:: PROBLEM ::
Please, could you print all the lines below exactly, leaving out the pictures?

*****

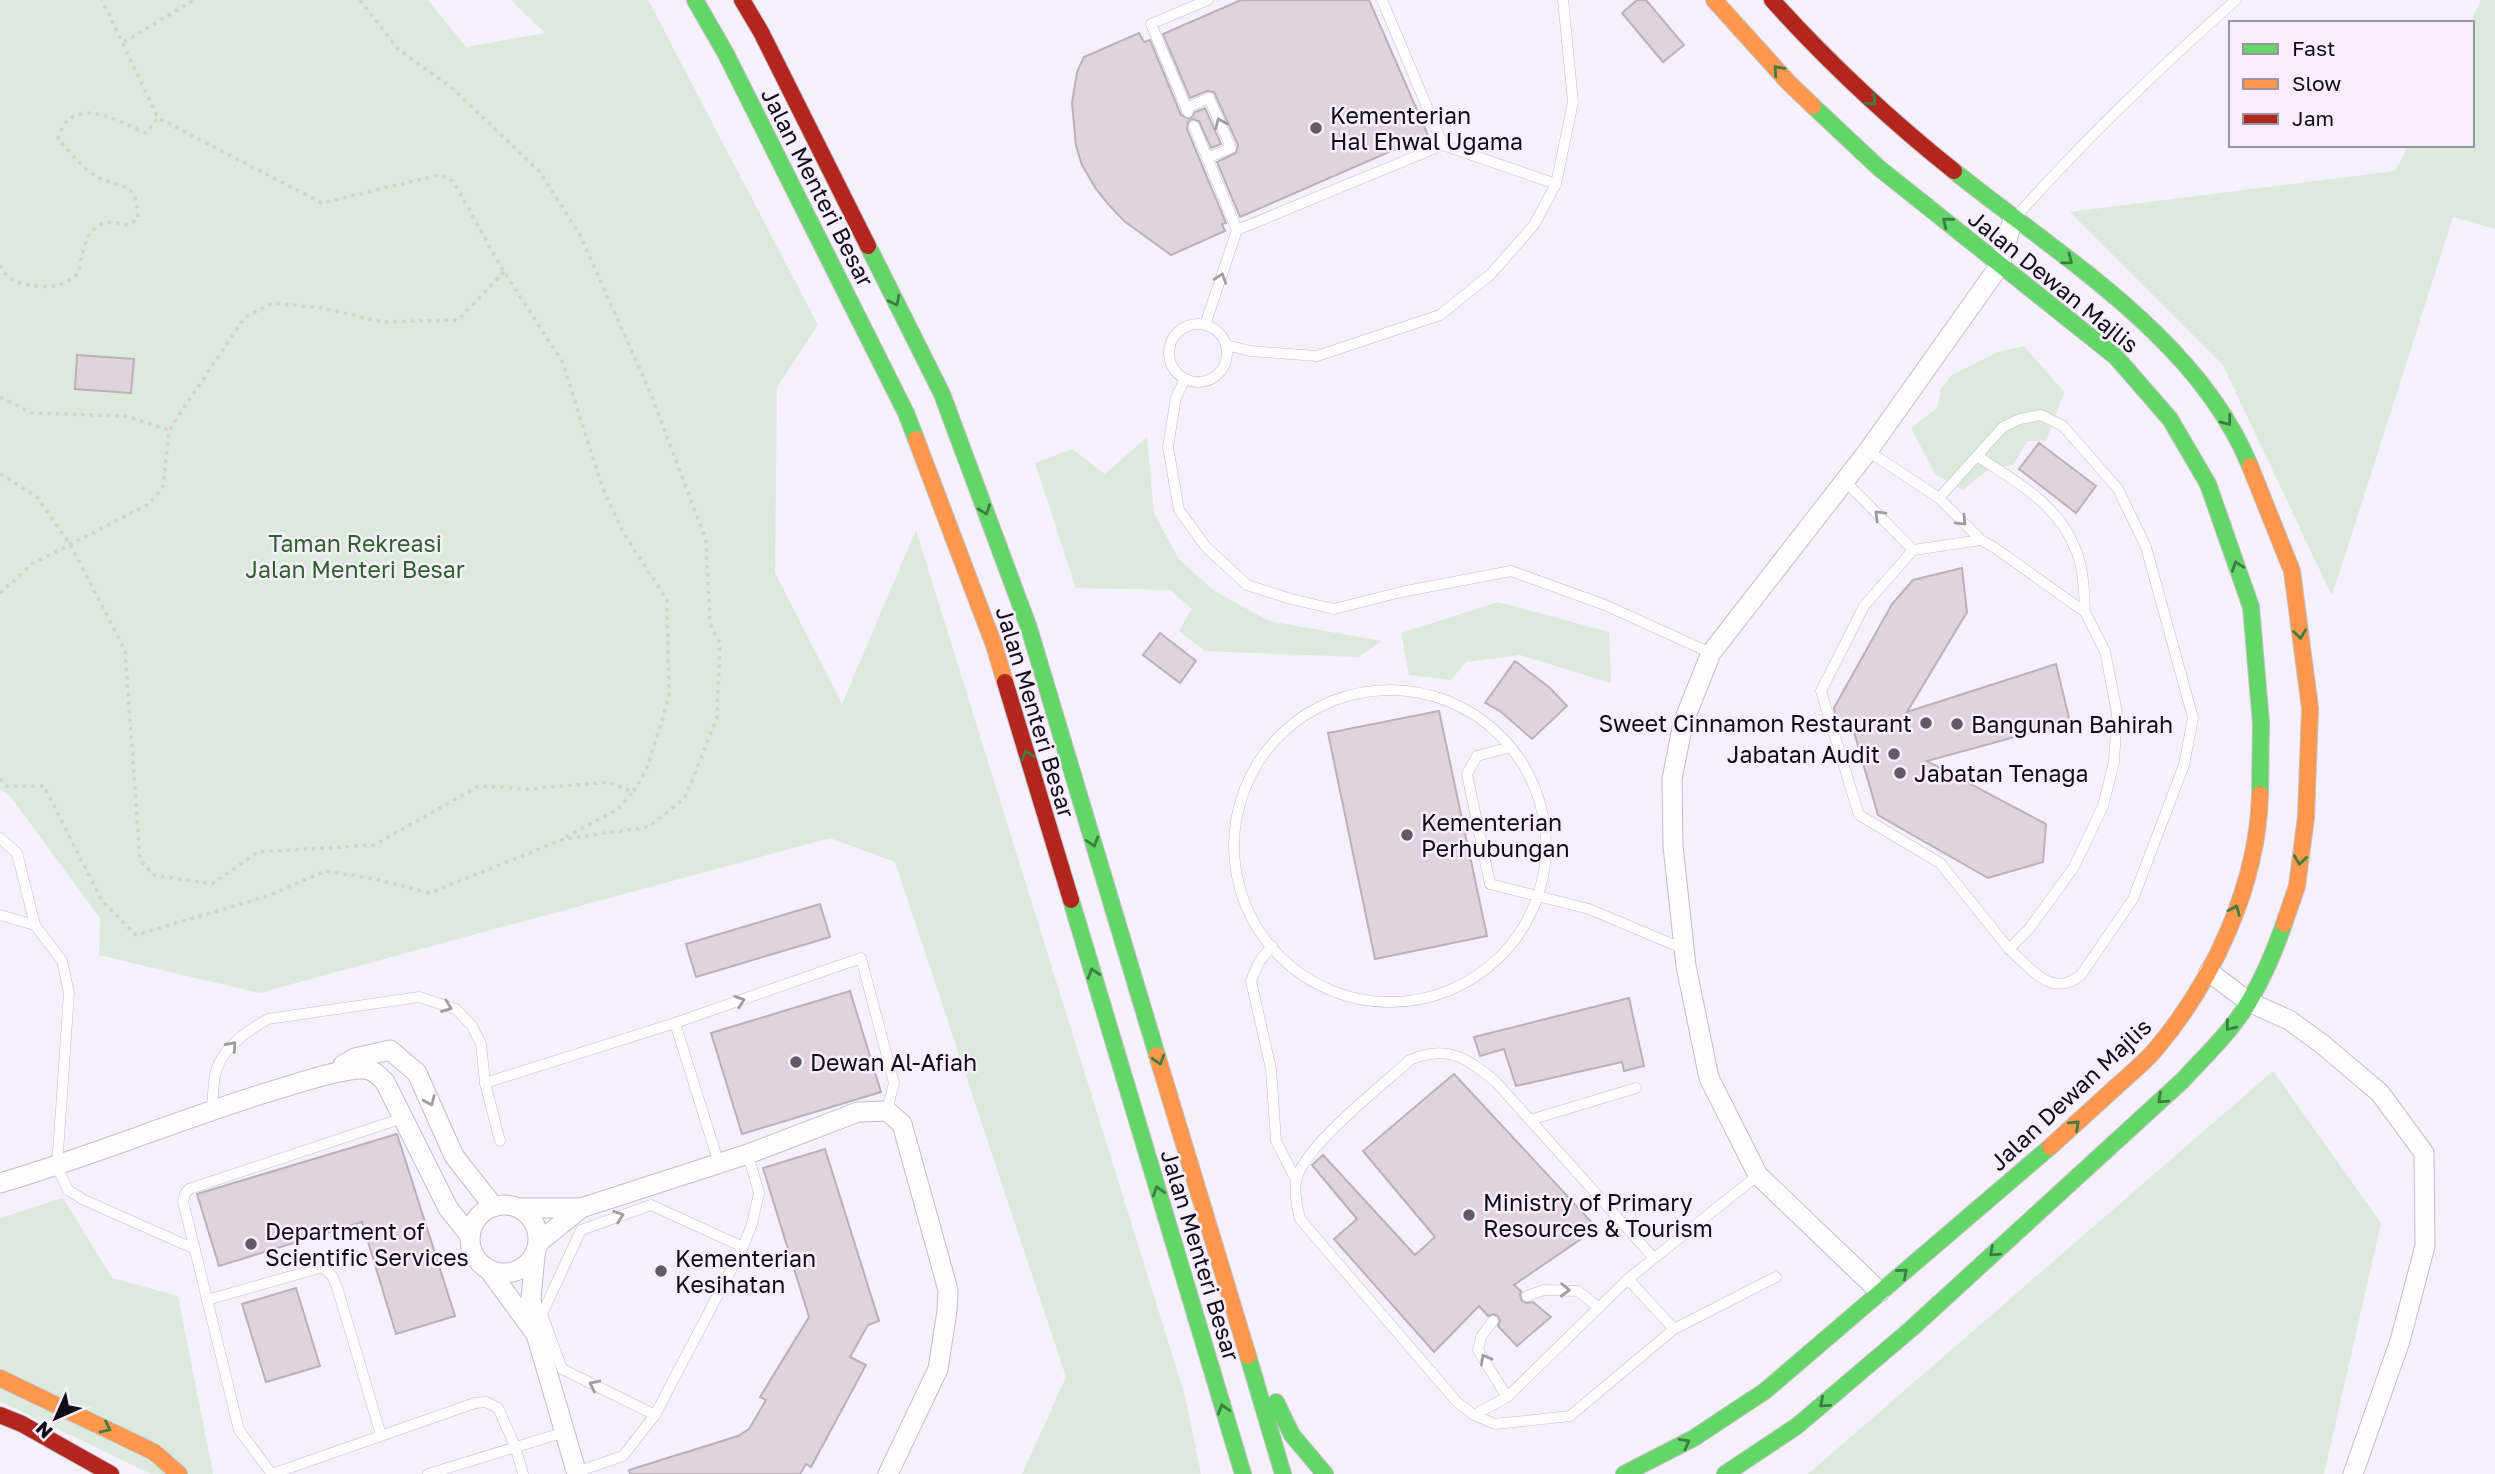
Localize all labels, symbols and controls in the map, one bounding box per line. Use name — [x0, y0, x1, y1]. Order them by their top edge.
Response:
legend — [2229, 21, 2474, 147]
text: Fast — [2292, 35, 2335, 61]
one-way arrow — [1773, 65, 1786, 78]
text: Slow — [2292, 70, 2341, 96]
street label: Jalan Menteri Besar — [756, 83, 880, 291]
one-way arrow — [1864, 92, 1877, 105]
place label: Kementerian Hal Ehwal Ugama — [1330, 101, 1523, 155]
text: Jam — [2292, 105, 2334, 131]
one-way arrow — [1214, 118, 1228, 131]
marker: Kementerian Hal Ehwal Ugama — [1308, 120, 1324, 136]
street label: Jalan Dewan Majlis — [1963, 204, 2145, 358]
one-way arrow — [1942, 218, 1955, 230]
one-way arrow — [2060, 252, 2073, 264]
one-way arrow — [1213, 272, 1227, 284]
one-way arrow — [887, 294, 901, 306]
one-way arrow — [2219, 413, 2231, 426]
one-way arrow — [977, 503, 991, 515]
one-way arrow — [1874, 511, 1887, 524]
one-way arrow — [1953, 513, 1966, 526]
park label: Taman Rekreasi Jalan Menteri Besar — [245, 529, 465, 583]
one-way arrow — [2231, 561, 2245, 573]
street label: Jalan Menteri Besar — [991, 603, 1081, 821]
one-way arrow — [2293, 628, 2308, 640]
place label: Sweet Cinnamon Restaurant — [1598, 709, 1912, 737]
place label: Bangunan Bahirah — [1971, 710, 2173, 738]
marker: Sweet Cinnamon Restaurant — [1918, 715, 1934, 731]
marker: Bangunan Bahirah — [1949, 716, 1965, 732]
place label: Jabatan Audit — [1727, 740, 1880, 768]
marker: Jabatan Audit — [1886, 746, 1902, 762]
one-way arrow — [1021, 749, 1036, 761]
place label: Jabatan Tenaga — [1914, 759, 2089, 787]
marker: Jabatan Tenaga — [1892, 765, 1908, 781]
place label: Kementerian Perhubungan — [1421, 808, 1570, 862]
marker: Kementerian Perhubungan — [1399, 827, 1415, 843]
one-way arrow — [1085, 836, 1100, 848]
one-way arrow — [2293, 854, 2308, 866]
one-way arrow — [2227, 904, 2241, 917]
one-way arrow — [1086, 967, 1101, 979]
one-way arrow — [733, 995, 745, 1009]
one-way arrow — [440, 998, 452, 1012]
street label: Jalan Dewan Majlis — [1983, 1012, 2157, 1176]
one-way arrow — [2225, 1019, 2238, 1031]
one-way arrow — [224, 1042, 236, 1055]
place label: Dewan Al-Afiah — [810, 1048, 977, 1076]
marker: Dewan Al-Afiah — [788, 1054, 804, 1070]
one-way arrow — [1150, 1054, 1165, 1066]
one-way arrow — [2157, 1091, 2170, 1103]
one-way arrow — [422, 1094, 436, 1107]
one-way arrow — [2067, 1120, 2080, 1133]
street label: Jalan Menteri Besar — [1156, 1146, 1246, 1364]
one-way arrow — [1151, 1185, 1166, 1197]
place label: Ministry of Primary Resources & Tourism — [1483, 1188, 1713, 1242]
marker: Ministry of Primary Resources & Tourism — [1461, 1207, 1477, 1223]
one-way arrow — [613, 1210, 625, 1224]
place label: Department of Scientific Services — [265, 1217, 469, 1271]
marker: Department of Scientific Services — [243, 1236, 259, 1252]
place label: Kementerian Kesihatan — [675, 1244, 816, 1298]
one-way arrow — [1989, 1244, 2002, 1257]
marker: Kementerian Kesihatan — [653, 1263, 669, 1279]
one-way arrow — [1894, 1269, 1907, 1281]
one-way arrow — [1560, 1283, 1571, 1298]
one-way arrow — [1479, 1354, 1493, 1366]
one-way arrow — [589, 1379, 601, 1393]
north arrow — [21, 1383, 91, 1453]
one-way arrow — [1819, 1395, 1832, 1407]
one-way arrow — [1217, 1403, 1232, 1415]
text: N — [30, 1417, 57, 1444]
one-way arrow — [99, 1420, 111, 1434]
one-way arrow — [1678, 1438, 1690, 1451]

*****

:: RESULT FOR THIS TASK ::
Localize all labels, symbols and controls in the map, one bounding box per line. Use name — [x0, y0, x1, y1]. Order them by their top edge.
Response:
legend — [2229, 21, 2474, 147]
text: Fast — [2292, 35, 2335, 61]
one-way arrow — [1773, 65, 1786, 78]
text: Slow — [2292, 70, 2341, 96]
street label: Jalan Menteri Besar — [756, 83, 880, 291]
one-way arrow — [1864, 92, 1877, 105]
place label: Kementerian Hal Ehwal Ugama — [1330, 101, 1523, 155]
text: Jam — [2292, 105, 2334, 131]
one-way arrow — [1214, 118, 1228, 131]
marker: Kementerian Hal Ehwal Ugama — [1308, 120, 1324, 136]
street label: Jalan Dewan Majlis — [1963, 204, 2145, 358]
one-way arrow — [1942, 218, 1955, 230]
one-way arrow — [2060, 252, 2073, 264]
one-way arrow — [1213, 272, 1227, 284]
one-way arrow — [887, 294, 901, 306]
one-way arrow — [2219, 413, 2231, 426]
one-way arrow — [977, 503, 991, 515]
one-way arrow — [1874, 511, 1887, 524]
one-way arrow — [1953, 513, 1966, 526]
park label: Taman Rekreasi Jalan Menteri Besar — [245, 529, 465, 583]
one-way arrow — [2231, 561, 2245, 573]
street label: Jalan Menteri Besar — [991, 603, 1081, 821]
one-way arrow — [2293, 628, 2308, 640]
place label: Sweet Cinnamon Restaurant — [1598, 709, 1912, 737]
place label: Bangunan Bahirah — [1971, 710, 2173, 738]
marker: Sweet Cinnamon Restaurant — [1918, 715, 1934, 731]
marker: Bangunan Bahirah — [1949, 716, 1965, 732]
place label: Jabatan Audit — [1727, 740, 1880, 768]
marker: Jabatan Audit — [1886, 746, 1902, 762]
one-way arrow — [1021, 749, 1036, 761]
place label: Jabatan Tenaga — [1914, 759, 2089, 787]
marker: Jabatan Tenaga — [1892, 765, 1908, 781]
place label: Kementerian Perhubungan — [1421, 808, 1570, 862]
marker: Kementerian Perhubungan — [1399, 827, 1415, 843]
one-way arrow — [1085, 836, 1100, 848]
one-way arrow — [2293, 854, 2308, 866]
one-way arrow — [2227, 904, 2241, 917]
one-way arrow — [1086, 967, 1101, 979]
one-way arrow — [733, 995, 745, 1009]
one-way arrow — [440, 998, 452, 1012]
street label: Jalan Dewan Majlis — [1983, 1012, 2157, 1176]
one-way arrow — [2225, 1019, 2238, 1031]
one-way arrow — [224, 1042, 236, 1055]
place label: Dewan Al-Afiah — [810, 1048, 977, 1076]
marker: Dewan Al-Afiah — [788, 1054, 804, 1070]
one-way arrow — [1150, 1054, 1165, 1066]
one-way arrow — [2157, 1091, 2170, 1103]
one-way arrow — [422, 1094, 436, 1107]
one-way arrow — [2067, 1120, 2080, 1133]
street label: Jalan Menteri Besar — [1156, 1146, 1246, 1364]
one-way arrow — [1151, 1185, 1166, 1197]
place label: Ministry of Primary Resources & Tourism — [1483, 1188, 1713, 1242]
marker: Ministry of Primary Resources & Tourism — [1461, 1207, 1477, 1223]
one-way arrow — [613, 1210, 625, 1224]
place label: Department of Scientific Services — [265, 1217, 469, 1271]
marker: Department of Scientific Services — [243, 1236, 259, 1252]
place label: Kementerian Kesihatan — [675, 1244, 816, 1298]
one-way arrow — [1989, 1244, 2002, 1257]
marker: Kementerian Kesihatan — [653, 1263, 669, 1279]
one-way arrow — [1894, 1269, 1907, 1281]
one-way arrow — [1560, 1283, 1571, 1298]
one-way arrow — [1479, 1354, 1493, 1366]
one-way arrow — [589, 1379, 601, 1393]
north arrow — [21, 1383, 91, 1453]
one-way arrow — [1819, 1395, 1832, 1407]
one-way arrow — [1217, 1403, 1232, 1415]
text: N — [30, 1417, 57, 1444]
one-way arrow — [99, 1420, 111, 1434]
one-way arrow — [1678, 1438, 1690, 1451]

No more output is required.